**GOAL OF THE EXERCISE**: From the entries, filter out every line that lacks "each" and copy the rest.

**EXERCISE MATERIAL**:

════

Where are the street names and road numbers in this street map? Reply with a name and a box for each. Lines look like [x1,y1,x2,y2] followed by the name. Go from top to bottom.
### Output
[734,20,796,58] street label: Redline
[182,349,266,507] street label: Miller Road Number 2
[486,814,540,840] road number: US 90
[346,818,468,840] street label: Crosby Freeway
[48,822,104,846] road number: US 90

════

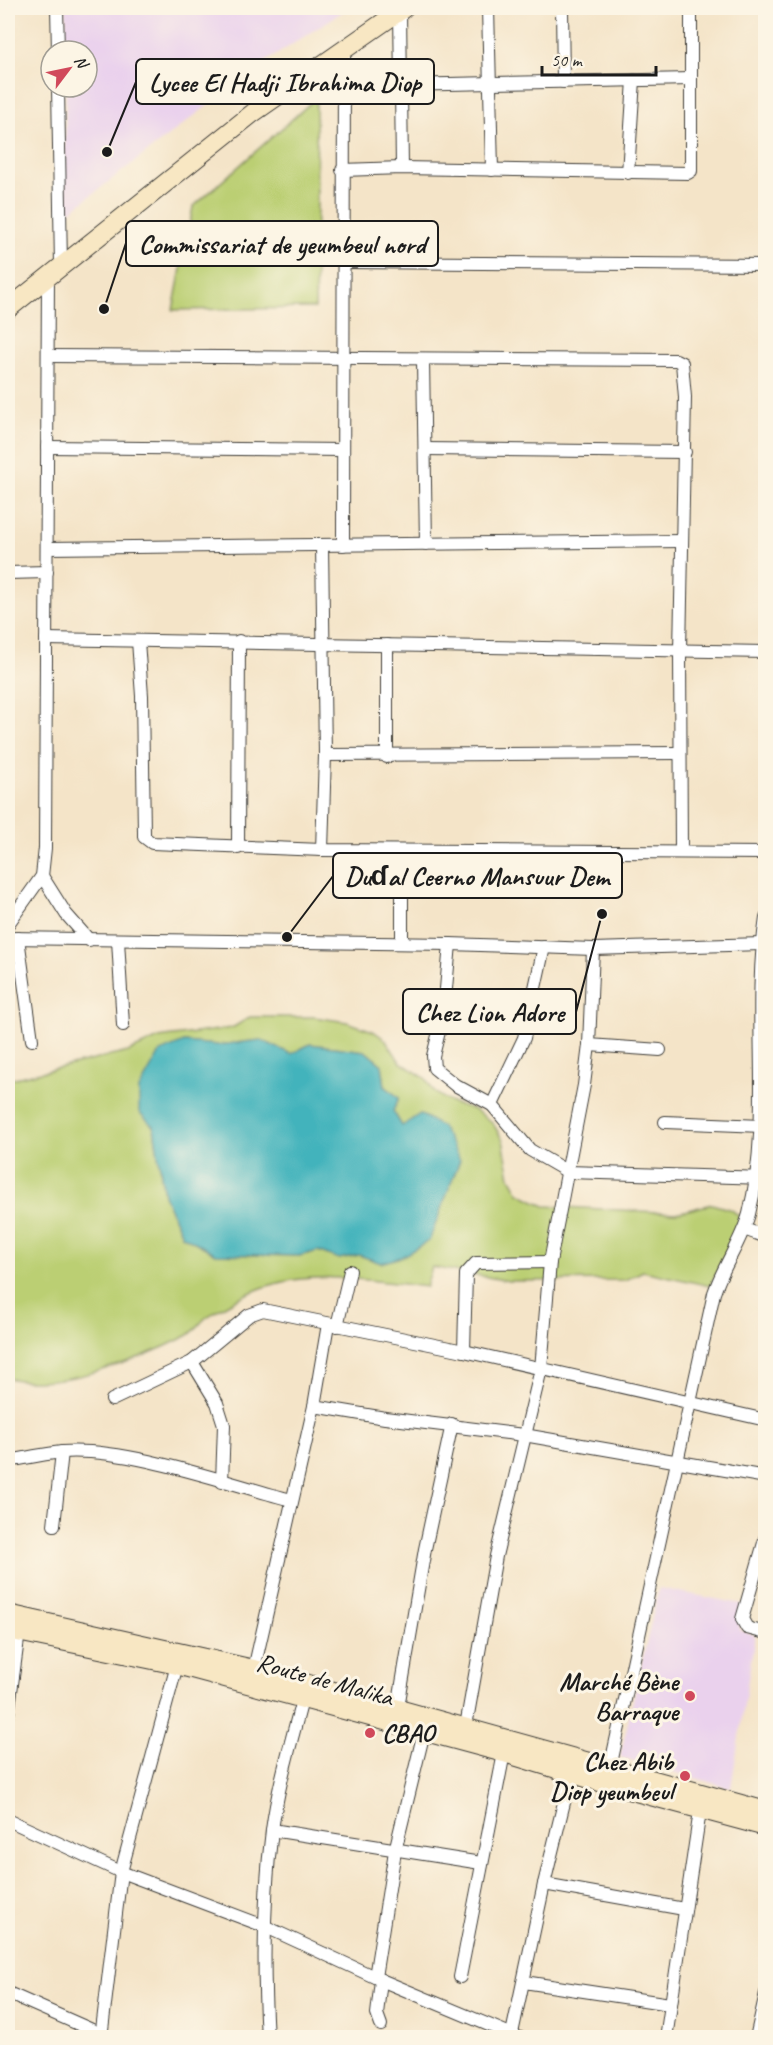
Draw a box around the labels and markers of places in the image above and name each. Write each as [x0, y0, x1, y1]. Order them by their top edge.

════

**RESPONSE AREA**:
Where are the street names and road numbers in this street map? Reply with a name and a box for each. Lines look like [x1,y1,x2,y2] followed by the name. Go from top to bottom.
Draw a box around the labels and markers of places in the image above and name each. Write each as [x0, y0, x1, y1]. Order them by their top edge.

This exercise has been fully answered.